1 Luglio 2026 — Heading North to Venice

With seven stops behind me, the next move was heading north. I wrapped up my Pescara stay with a Monday coastal hike, chasing rumors of a private beach. Montesilvano delivered with a plate of linguini and clams and stretch of sand full of beautiful women. My kind of day!

Dinner that night was light with a ferocious order of ravioli with mushroom sauce. The rest of the night consisted of taking a wrong turn leaving the restaurant and ending up in a crazy neighborhood south of the bus station with some shady, shady folks. I stood straight, walked with confidence and high t tailed to my neighborhood without drawing attention to myself. In the end I made it to my flat safely or you would not be reading this right now. The rest of the night consisted of packing up and reviewing the next morning’s itinerary.

I woke fairly early, finished getting myself together, and walked to the station, sticking to my travel day tradition of skipping breakfast and lunch. The first train tried to sabotage that with complimentary snacks right before an hour‑and‑a‑half delay at some random station thanks to signal problems up the line. Honestly, the snacks felt like something I’d do to appease clients when I foresee delays in the pipeline.

In classic Italian fashion, I missed my Bologna connection by fifteen minutes. And in classic Frankie fashion, I’d already looked up the next departing train before we even pulled in. I hopped off, found the track, and ticket‑jumped onto another train within ten minutes. I arrived an hour later than planned, but with fewer stops on the second train, I still made decent time.

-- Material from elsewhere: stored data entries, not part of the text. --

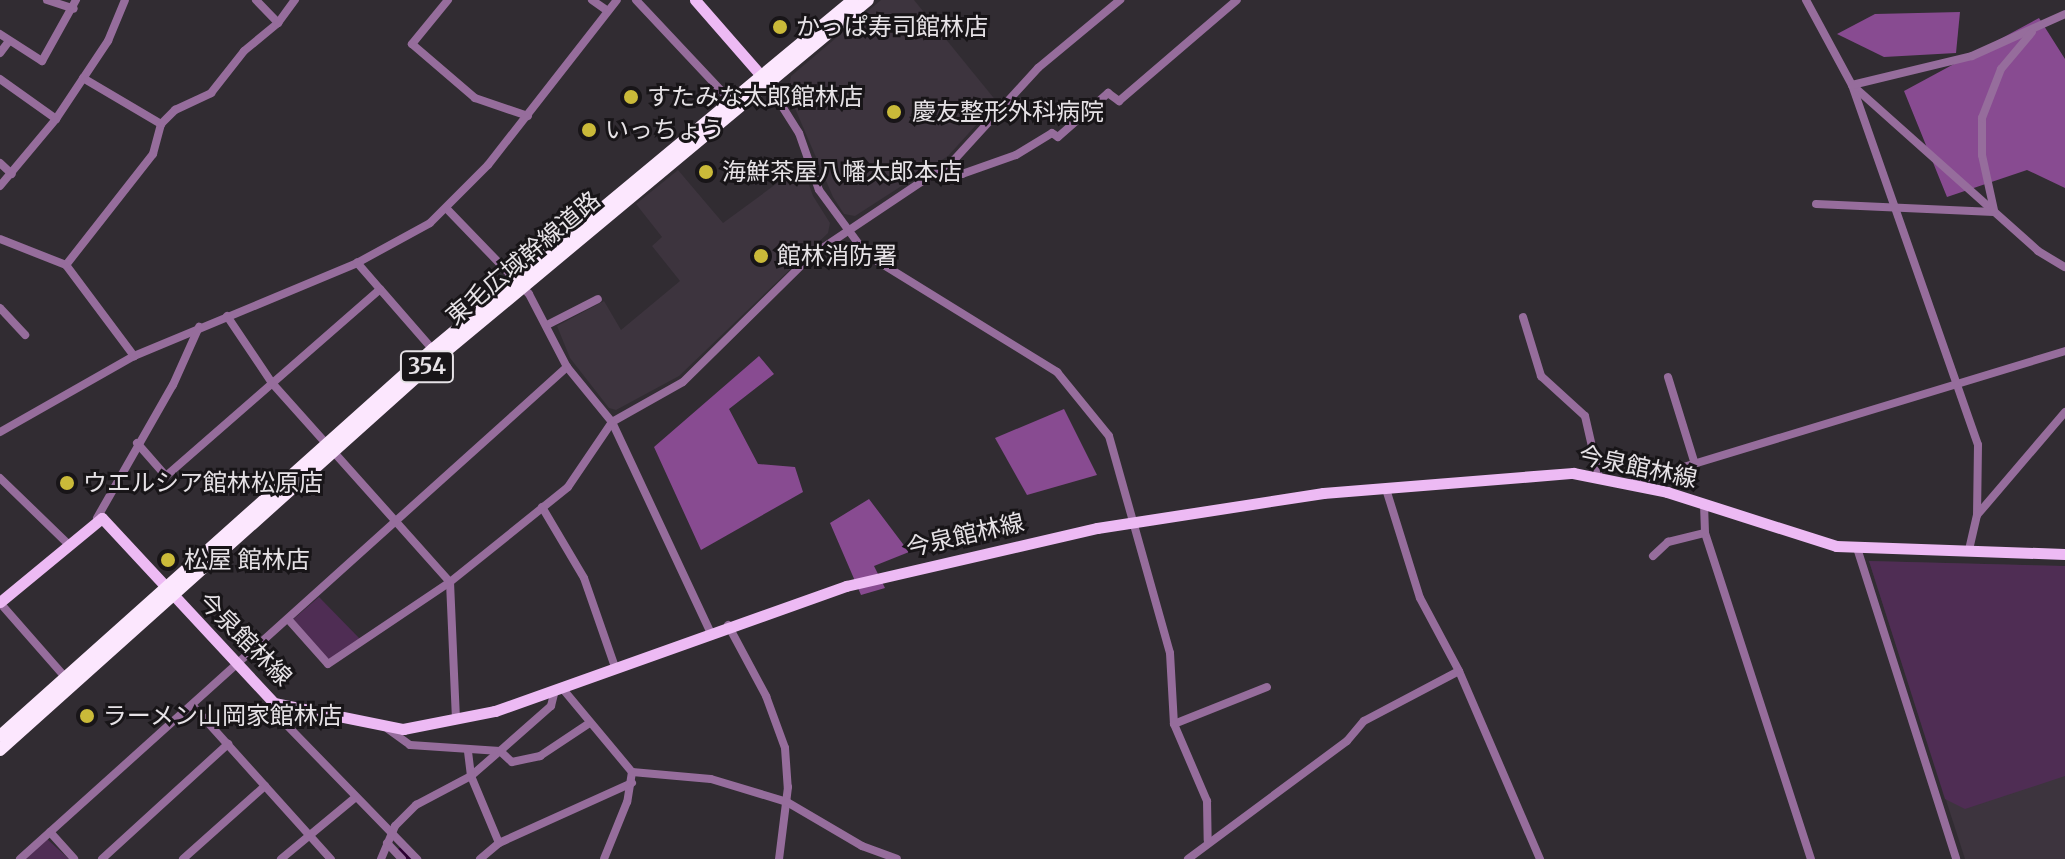 <!DOCTYPE html>
<html>
<head>
<meta charset="utf-8">
<style>
  body { margin:0 }
  #map { position:relative; width:2065px; height:859px; overflow:hidden; background:#312c32; font-family:Merriweather,"Noto Sans JP",serif }
  div>[style] { position:absolute }
  [style*='--x'] { left:calc(var(--x)*1px); top:calc(var(--y)*1px); width:calc(var(--w)*1px); rotate:calc(var(--a)*1deg) }
  .built>* { inset:0; background:#3d343e }
  .green>* { inset:0; background:#4f2d54 }
  .forest>* { inset:0; background:#884b91 }
  .river>* { height:14px; margin:-7px; padding:0 7px; transform-origin:7px; border-radius:7px; background:#2c0032 }
  .minor>* { height:8px; margin:-4px; padding:0 4px; transform-origin:4px; border-radius:4px; background:#966d9c }
  .major>* { height:11px; margin:-5.5px; padding:0 5.5px; transform-origin:5.5px; border-radius:5.5px; background:#edbaf4 }
  .highway>* { height:12px; margin:-6px; padding:0 6px; transform-origin:6px; border-radius:6px; background:#fce7fe }
  .dots>* { width:22px; height:22px; translate:-50% -50%; box-sizing:border-box; border:4px solid #181518; border-radius:50% }
  span { translate:-50% -50%; white-space:nowrap; text-align:center; line-height:1.15; -webkit-text-stroke:6px #181518; paint-order:stroke }
  .shield-label span { padding:2px 6px; background:#181518; border:2px solid; border-radius:6px; -webkit-text-stroke-width:0 }
  .shield-label { font-size:22px; color:#e6e2e6; font-weight:700 }
  .poi-label { font-size:24px; color:#e6e2e6 }
  .left { translate:0 -50%; text-align:left }
  .street-label { font-size:24px; color:#e6e2e6 }
</style>
</head>
<body>
<div id="map">
  <div class="built">
    <i style="clip-path:polygon(881px 0,914px 0,997px 102px,948px 156px,855px 216px,844px 214px,833px 197px,788px 92px,791px 76px)"></i>
    <i style="clip-path:polygon(802px 165px,813px 196px,830px 223px,828px 233px,679px 376px,616px 410px,609px 408px,570px 358px,557px 326px,604px 301px,621px 330px,680px 281px,652px 246px,662px 237px,636px 204px,678px 170px,723px 223px)"></i>
    <i style="clip-path:polygon(1869px 561px,2065px 566px,2065px 859px,1965px 859px)"></i>
  </div>
  <div class="green">
    <i style="clip-path:polygon(1869px 561px,2065px 566px,2065px 776px,1965px 809px,1945px 799px)"></i>
    <i style="clip-path:polygon(319px 597px,360px 639px,328px 664px,290px 622px)"></i>
    <i style="clip-path:polygon(47px 839px,69px 859px,25px 859px)"></i>
  </div>
  <div class="forest">
    <i style="clip-path:polygon(1960px 12px,1956px 53px,1884px 57px,1837px 34px,1875px 14px)"></i>
    <i style="clip-path:polygon(2039px 18px,2065px 59px,2065px 188px,2027px 170px,1947px 197px,1904px 91px)"></i>
    <i style="clip-path:polygon(759px 356px,774px 374px,729px 409px,758px 464px,795px 467px,803px 492px,701px 550px,654px 447px)"></i>
    <i style="clip-path:polygon(1064px 409px,1097px 475px,1027px 495px,995px 438px)"></i>
    <i style="clip-path:polygon(869px 499px,909px 552px,874px 566px,885px 588px,861px 595px,830px 523px)"></i>
  </div>
  <div class="river">
    <i style="--x:403;--y:854;--w:7;--a:45"></i>
  </div>
  <div class="minor">
    <i style="--x:47;--y:0;--w:28;--a:18"></i>
    <i style="--x:256;--y:0;--w:32;--a:46"></i>
    <i style="--x:448;--y:0;--w:57;--a:129.3"></i>
    <i style="--x:412;--y:44;--w:83;--a:40.6"></i>
    <i style="--x:475;--y:98;--w:56;--a:18.8"></i>
    <i style="--x:592;--y:0;--w:19;--a:35"></i>
    <i style="--x:636;--y:0;--w:139;--a:46.8"></i>
    <i style="--x:1806;--y:0;--w:97;--a:61.6"></i>
    <i style="--x:1852;--y:85;--w:249;--a:41.7"></i>
    <i style="--x:2038;--y:251;--w:31;--a:31"></i>
    <i style="--x:0;--y:34;--w:50;--a:32.7"></i>
    <i style="--x:42;--y:61;--w:70;--a:-60.9"></i>
    <i style="--x:0;--y:53;--w:15;--a:-53"></i>
    <i style="--x:83;--y:78;--w:91;--a:30.5"></i>
    <i style="--x:0;--y:79;--w:69;--a:35.5"></i>
    <i style="--x:768;--y:84;--w:58;--a:57.7"></i>
    <i style="--x:799;--y:133;--w:60;--a:70.7"></i>
    <i style="--x:819;--y:190;--w:79;--a:53.7"></i>
    <i style="--x:866;--y:254;--w:225;--a:31.7"></i>
    <i style="--x:1057;--y:372;--w:82;--a:50.9"></i>
    <i style="--x:1109;--y:436;--w:225;--a:74.3"></i>
    <i style="--x:1170;--y:653;--w:71;--a:86.8"></i>
    <i style="--x:1174;--y:724;--w:84;--a:66.8"></i>
    <i style="--x:1207;--y:801;--w:39;--a:89"></i>
    <i style="--x:1852;--y:85;--w:381;--a:70.7"></i>
    <i style="--x:1978;--y:445;--w:70;--a:90.8"></i>
    <i style="--x:1977;--y:515;--w:36;--a:103"></i>
    <i style="--x:1852;--y:85;--w:123;--a:-13.6"></i>
    <i style="--x:1972;--y:56;--w:102;--a:-24.3"></i>
    <i style="--x:0;--y:163;--w:16;--a:43"></i>
    <i style="--x:933;--y:176;--w:29;--a:-4"></i>
    <i style="--x:962;--y:174;--w:57;--a:-19.4"></i>
    <i style="--x:1016;--y:155;--w:42;--a:-31.4"></i>
    <i style="--x:1052;--y:133;--w:7;--a:34"></i>
    <i style="--x:1058;--y:137;--w:67;--a:-41.3"></i>
    <i style="--x:1108;--y:93;--w:14;--a:36"></i>
    <i style="--x:1119;--y:101;--w:155;--a:-40.6"></i>
    <i style="--x:0;--y:186;--w:87;--a:-50.1"></i>
    <i style="--x:56;--y:119;--w:94;--a:-56.3"></i>
    <i style="--x:108;--y:41;--w:44;--a:-67.5"></i>
    <i style="--x:1816;--y:204;--w:178;--a:2.6"></i>
    <i style="--x:447;--y:209;--w:118;--a:46"></i>
    <i style="--x:529;--y:294;--w:82;--a:62.5"></i>
    <i style="--x:567;--y:367;--w:71;--a:50.7"></i>
    <i style="--x:612;--y:422;--w:231;--a:64.9"></i>
    <i style="--x:1994;--y:210;--w:56;--a:-102.3"></i>
    <i style="--x:1982;--y:155;--w:37;--a:-90"></i>
    <i style="--x:1982;--y:118;--w:53;--a:-68.8"></i>
    <i style="--x:2001;--y:69;--w:48;--a:-50"></i>
    <i style="--x:0;--y:239;--w:71;--a:21.5"></i>
    <i style="--x:66;--y:265;--w:114;--a:53.2"></i>
    <i style="--x:66;--y:265;--w:141;--a:-51.9"></i>
    <i style="--x:153;--y:154;--w:31;--a:-75"></i>
    <i style="--x:161;--y:124;--w:20;--a:-45"></i>
    <i style="--x:175;--y:110;--w:40;--a:-25"></i>
    <i style="--x:211;--y:93;--w:53;--a:-51.8"></i>
    <i style="--x:244;--y:51;--w:44;--a:-39.5"></i>
    <i style="--x:278;--y:23;--w:29;--a:-54"></i>
    <i style="--x:380;--y:289;--w:84;--a:48.9"></i>
    <i style="--x:0;--y:308;--w:37;--a:47"></i>
    <i style="--x:227;--y:316;--w:81;--a:56.1"></i>
    <i style="--x:272;--y:383;--w:267;--a:48.2"></i>
    <i style="--x:450;--y:582;--w:137;--a:87.5"></i>
    <i style="--x:1523;--y:317;--w:62;--a:73"></i>
    <i style="--x:1541;--y:376;--w:59;--a:42.3"></i>
    <i style="--x:1585;--y:416;--w:63;--a:77.1"></i>
    <i style="--x:547;--y:325;--w:57;--a:-27"></i>
    <i style="--x:1668;--y:377;--w:88;--a:72.8"></i>
    <i style="--x:0;--y:432;--w:154;--a:-29.6"></i>
    <i style="--x:134;--y:356;--w:242;--a:-22.6"></i>
    <i style="--x:357;--y:263;--w:83;--a:-28.7"></i>
    <i style="--x:430;--y:223;--w:82;--a:-45"></i>
    <i style="--x:488;--y:165;--w:209;--a:-52"></i>
    <i style="--x:137;--y:443;--w:44;--a:48.7"></i>
    <i style="--x:166;--y:476;--w:284;--a:-41.1"></i>
    <i style="--x:380;--y:289;--w:35;--a:-131"></i>
    <i style="--x:0;--y:478;--w:95;--a:44.1"></i>
    <i style="--x:1631;--y:483;--w:454;--a:-16.9"></i>
    <i style="--x:1386;--y:489;--w:114;--a:72.7"></i>
    <i style="--x:1420;--y:598;--w:83;--a:61.9"></i>
    <i style="--x:1459;--y:671;--w:205;--a:66.7"></i>
    <i style="--x:1704;--y:504;--w:29;--a:88"></i>
    <i style="--x:1705;--y:533;--w:343;--a:72"></i>
    <i style="--x:542;--y:507;--w:82;--a:59.4"></i>
    <i style="--x:584;--y:578;--w:94;--a:70.8"></i>
    <i style="--x:1978;--y:514;--w:134;--a:-49.5"></i>
    <i style="--x:97;--y:518;--w:153;--a:-60.3"></i>
    <i style="--x:173;--y:385;--w:64;--a:-65.9"></i>
    <i style="--x:1857;--y:548;--w:326;--a:72.3"></i>
    <i style="--x:1653;--y:556;--w:21;--a:-43"></i>
    <i style="--x:1668;--y:542;--w:38;--a:-14"></i>
    <i style="--x:0;--y:603;--w:98;--a:48.7"></i>
    <i style="--x:288;--y:619;--w:60;--a:48.4"></i>
    <i style="--x:328;--y:664;--w:147;--a:-33.9"></i>
    <i style="--x:450;--y:582;--w:151;--a:-38.8"></i>
    <i style="--x:568;--y:487;--w:78;--a:-55.9"></i>
    <i style="--x:612;--y:422;--w:81;--a:-29.4"></i>
    <i style="--x:683;--y:382;--w:181;--a:-44.6"></i>
    <i style="--x:812;--y:255;--w:171;--a:-33.8"></i>
    <i style="--x:954;--y:160;--w:125;--a:-47.6"></i>
    <i style="--x:1038;--y:68;--w:107;--a:-39.7"></i>
    <i style="--x:728;--y:625;--w:81;--a:61.8"></i>
    <i style="--x:766;--y:696;--w:55;--a:69.9"></i>
    <i style="--x:785;--y:748;--w:39;--a:86"></i>
    <i style="--x:788;--y:787;--w:73;--a:97.1"></i>
    <i style="--x:562;--y:688;--w:109;--a:50.2"></i>
    <i style="--x:632;--y:772;--w:30;--a:99"></i>
    <i style="--x:627;--y:802;--w:61;--a:112"></i>
    <i style="--x:274;--y:703;--w:10;--a:84"></i>
    <i style="--x:275;--y:713;--w:204;--a:45.8"></i>
    <i style="--x:193;--y:706;--w:206;--a:48"></i>
    <i style="--x:1174;--y:724;--w:100;--a:-21.7"></i>
    <i style="--x:388;--y:729;--w:27;--a:36"></i>
    <i style="--x:410;--y:745;--w:90;--a:3.8"></i>
    <i style="--x:500;--y:751;--w:68;--a:-41.4"></i>
    <i style="--x:551;--y:706;--w:16;--a:-76"></i>
    <i style="--x:632;--y:772;--w:79;--a:5.1"></i>
    <i style="--x:711;--y:779;--w:79;--a:16.8"></i>
    <i style="--x:787;--y:802;--w:87;--a:30.4"></i>
    <i style="--x:862;--y:846;--w:37;--a:20"></i>
    <i style="--x:50;--y:832;--w:36;--a:48"></i>
    <i style="--x:387;--y:843;--w:22;--a:47"></i>
    <i style="--x:499;--y:843;--w:73;--a:-112.7"></i>
    <i style="--x:471;--y:776;--w:38;--a:-41"></i>
    <i style="--x:500;--y:751;--w:16;--a:43"></i>
    <i style="--x:512;--y:762;--w:29;--a:-12"></i>
    <i style="--x:540;--y:756;--w:58;--a:-33.7"></i>
    <i style="--x:20;--y:859;--w:736;--a:-41.97"></i>
    <i style="--x:102;--y:859;--w:171;--a:-42.4"></i>
    <i style="--x:183;--y:859;--w:110;--a:-41.7"></i>
    <i style="--x:281;--y:859;--w:97;--a:-39.6"></i>
    <i style="--x:381;--y:859;--w:36;--a:-67"></i>
    <i style="--x:395;--y:826;--w:30;--a:-45"></i>
    <i style="--x:416;--y:805;--w:62;--a:-27.8"></i>
    <i style="--x:471;--y:776;--w:25;--a:-97"></i>
    <i style="--x:480;--y:859;--w:25;--a:-40"></i>
    <i style="--x:499;--y:843;--w:146;--a:-24.3"></i>
    <i style="--x:1188;--y:859;--w:198;--a:-36.6"></i>
    <i style="--x:1347;--y:741;--w:26;--a:-50"></i>
    <i style="--x:1364;--y:721;--w:107;--a:-27.8"></i>
  </div>
  <div class="major">
    <i style="--x:695;--y:0;--w:106;--a:48.8"></i>
    <i style="--x:0;--y:602;--w:132;--a:-39.5"></i>
    <i style="--x:102;--y:518;--w:253;--a:47.1"></i>
    <i style="--x:274;--y:703;--w:132;--a:11.4"></i>
    <i style="--x:403;--y:729;--w:94;--a:-11.1"></i>
    <i style="--x:495;--y:711;--w:373;--a:-19.6"></i>
    <i style="--x:846;--y:586;--w:258;--a:-13"></i>
    <i style="--x:1097;--y:528;--w:229;--a:-8.8"></i>
    <i style="--x:1323;--y:493;--w:251;--a:-4.6"></i>
    <i style="--x:1573;--y:473;--w:96;--a:11.4"></i>
    <i style="--x:1667;--y:492;--w:177;--a:17.7"></i>
    <i style="--x:1836;--y:546;--w:229;--a:2"></i>
  </div>
  <div class="highway">
    <i style="--x:0;--y:736;--w:581;--a:-41.79"></i>
    <i style="--x:433;--y:349;--w:546;--a:-39.72"></i>
    <i style="--x:0;--y:750;--w:589;--a:-41.84"></i>
    <i style="--x:439;--y:357;--w:558;--a:-39.77"></i>
  </div>
  <div class="dots">
    <i style="left:780px;top:27px;background:#caba39"></i>
    <i style="left:631px;top:97px;background:#caba39"></i>
    <i style="left:894px;top:112px;background:#caba39"></i>
    <i style="left:589px;top:130px;background:#caba39"></i>
    <i style="left:706px;top:172px;background:#caba39"></i>
    <i style="left:761px;top:256px;background:#caba39"></i>
    <i style="left:67px;top:483px;background:#caba39"></i>
    <i style="left:168px;top:560px;background:#caba39"></i>
    <i style="left:87px;top:716px;background:#caba39"></i>
  </div>
  <div class="shield-label">
    <span style="left:427px;top:367px">354</span>
  </div>
  <div class="poi-label">
    <span class="left" style="left:796px;top:27px">かっぱ寿司館林店</span>
    <span class="left" style="left:647px;top:97px">すたみな太郎館林店</span>
    <span class="left" style="left:912px;top:112px">慶友整形外科病院</span>
    <span class="left" style="left:605px;top:130px">いっちょう</span>
    <span class="left" style="left:722px;top:172px">海鮮茶屋八幡太郎本店</span>
    <span class="left" style="left:777px;top:256px">館林消防署</span>
    <span class="left" style="left:83px;top:483px">ウエルシア館林松原店</span>
    <span class="left" style="left:184px;top:560px">松屋 館林店</span>
    <span class="left" style="left:103px;top:716px">ラーメン山岡家館林店</span>
  </div>
  <div class="street-label">
    <span style="left:523px;top:258px;rotate:-40deg">東毛広域幹線道路</span>
    <span style="left:1638px;top:467px;rotate:12deg">今泉館林線</span>
    <span style="left:965px;top:535px;rotate:-13deg">今泉館林線</span>
    <span style="left:245px;top:639px;rotate:45deg">今泉館林線</span>
  </div>
</div>
</body>
</html>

My buddy AI “that’s artificial intelligence, not a guy named Al” had already explained how to catch the waterbus at the ACTV gates and correctly picked the 5.1 line. It dropped me two minutes from The Boulevard Hotel on Lido’s main drag. If you’ve read my previous entries, you know what happened next: quick freshen‑up, then straight out to find the beach. Not before a beer and a caffè, though. “I skipped breakfast and lunch. A man needs his calories and caffeine!”

The beach was easy to find, Google rarely struggles with locating the Adriatic Sea. By late afternoon most people were already heading home. Headed back to the hotel I grabbed fruit from a local stand and groceries from the shop conveniently next to my hotel. As the sun set I wandered the neighborhood and, bonus, found a laundromat just down the street. A welcome discovery, because washing clothes in the sink is getting old.

Dinner was nearby and apparently forgettable, because I couldn’t tell you what I ate. With another travel day behind me, my four days on Lido were off to a good start.